The “heritage” of the Civil War is intrinsically linked to the fight to preserve slavery, and it continues to affect Black Americans who are confronted with the effects of its legacy every day.
More and more Americans believe this iconography should be removed. A national Wall Street Journal poll from early July shows that 51% of Americans believe that Confederate statues should be removed; 47% believe they should stay in place. That’s a pretty big shift from August 2018, when 35% believed they should be removed and 63% thought they should stay. What happens to an organization whose views are rapidly being left behind by the American public?
McCluney conceded he’s concerned about the organization’s future. The average age of the members is 60, and he’s concerned about the lack of younger members signing up, and blamed that on the fact that younger Americans haven’t been “presented both sides of the issues.”
“A lot of the current generation, they’ve been indoctrinated by what I would call a public school education and as a result, because of that, young people were more interested in being told what to believe or spoon-fed what to believe,” McCluney said.
Anthony, the member from Texas who agreed to speak outside of the lighthouse, wasn’t concerned about the future of the organization.
“I joined the organization to honor my relatives. And of course, I want to see it do well,” he said. “I want to see educational programs and I’d like to see everybody come together in a positive way, but if the world decides they don’t want that any more, then majority rules. That’s just how it is.”
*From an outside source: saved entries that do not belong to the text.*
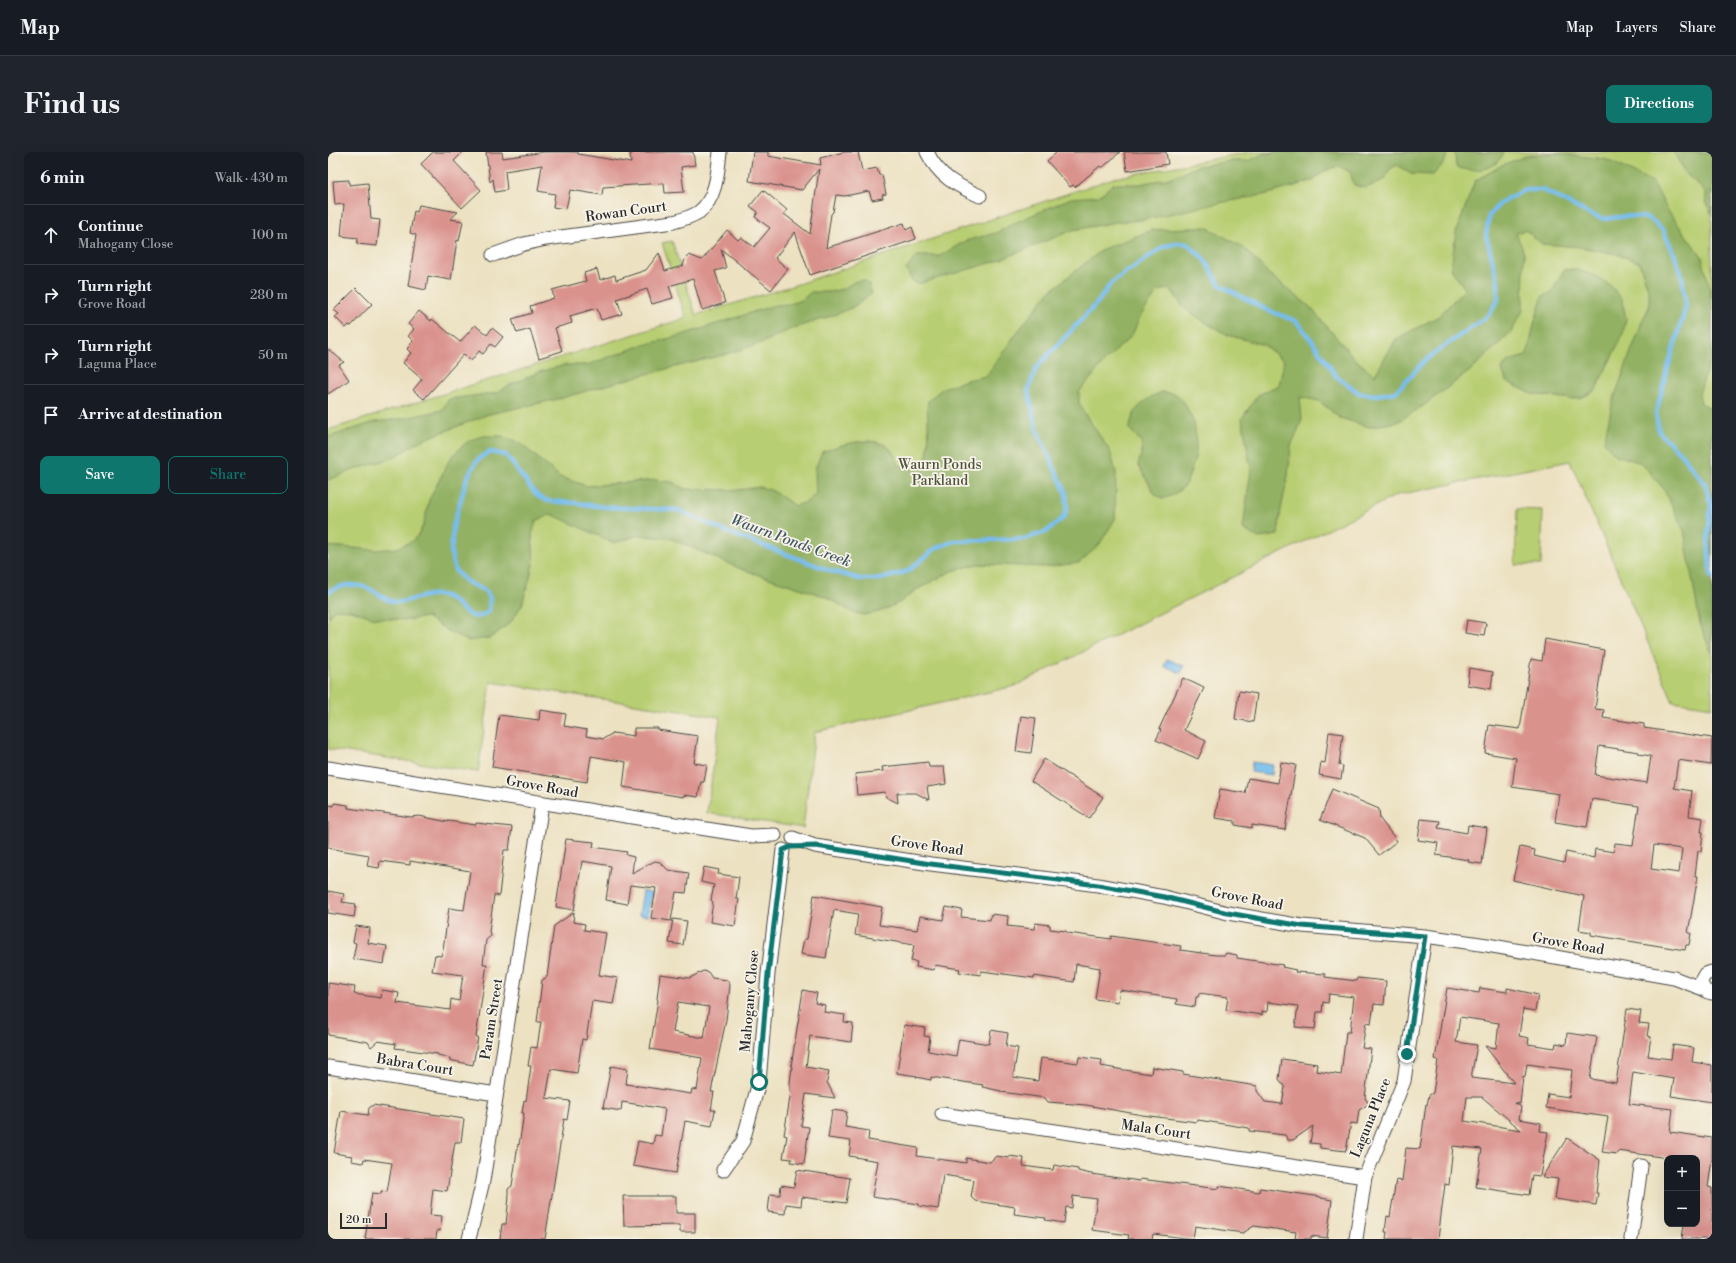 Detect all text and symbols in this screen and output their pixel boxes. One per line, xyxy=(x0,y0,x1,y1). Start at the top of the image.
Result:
text: Map xyxy=(20,16,60,40)
text: Map xyxy=(1566,19,1593,37)
text: Layers xyxy=(1615,19,1658,37)
text: Share xyxy=(1680,19,1716,37)
button: Directions xyxy=(1606,85,1712,123)
text: Find us xyxy=(24,87,120,122)
text: 6 min xyxy=(40,167,85,189)
text: Walk · 430 m xyxy=(215,170,288,186)
street label: Rowan Court xyxy=(584,197,668,227)
text: Continue xyxy=(78,217,143,236)
icon: ahead xyxy=(40,224,62,246)
text: 100 m xyxy=(252,227,288,243)
text: Mahogany Close xyxy=(78,236,173,252)
text: Turn right xyxy=(78,277,152,296)
icon: right xyxy=(40,284,62,306)
text: 280 m xyxy=(250,287,288,303)
text: Grove Road xyxy=(78,296,146,312)
text: Turn right xyxy=(78,337,152,356)
icon: right xyxy=(40,344,62,366)
text: 50 m xyxy=(258,347,288,363)
text: Laguna Place xyxy=(78,356,157,372)
icon: arrive xyxy=(40,404,62,426)
text: Arrive at destination xyxy=(78,405,222,424)
button: Save xyxy=(40,456,160,494)
button: Share xyxy=(168,456,288,494)
park label: Waurn Ponds Parkland xyxy=(897,456,982,490)
water label: Waurn Ponds Creek xyxy=(728,510,854,572)
street label: Grove Road xyxy=(505,772,580,802)
street label: Grove Road xyxy=(890,832,964,860)
street label: Grove Road xyxy=(1209,883,1285,915)
street label: Grove Road xyxy=(1531,929,1606,959)
street label: Mahogany Close xyxy=(737,949,763,1053)
street label: Param Street xyxy=(477,977,507,1061)
route end xyxy=(1398,1045,1416,1063)
street label: Babra Court xyxy=(374,1050,455,1080)
route start xyxy=(750,1073,768,1091)
street label: Laguna Place xyxy=(1347,1075,1395,1161)
street label: Mala Court xyxy=(1120,1116,1192,1144)
map controls xyxy=(1664,1155,1700,1227)
button: + xyxy=(1664,1155,1700,1191)
button: − xyxy=(1664,1191,1700,1227)
scale bar xyxy=(340,1211,387,1230)
text: 20 m xyxy=(346,1213,371,1227)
Reverend Rawls thinks he won the battle over the monument in St. Augustine and isn’t concerned anymore about the Sons of the Confederate Veterans descending upon his community.
“I don’t care about the Sons of Confederacy, the Daughters of the Confederacy,” he said from a pew in his church. “Look, as long as they stay out of my business and as long as they don’t hurt my people, go and sit in your private little meetings and talk your private little hate talk. But as soon as you bring it to my people, now I have a problem.”
Cover: A monument to Confederate soldiers in the Civil War has been covered and will eventually be removed from Plaza de la Constitucion in downtown St. Augustine. St. Augustine, Florida on June 27th, 2020 (Edward Kerns II/MediaPunch /IPXo)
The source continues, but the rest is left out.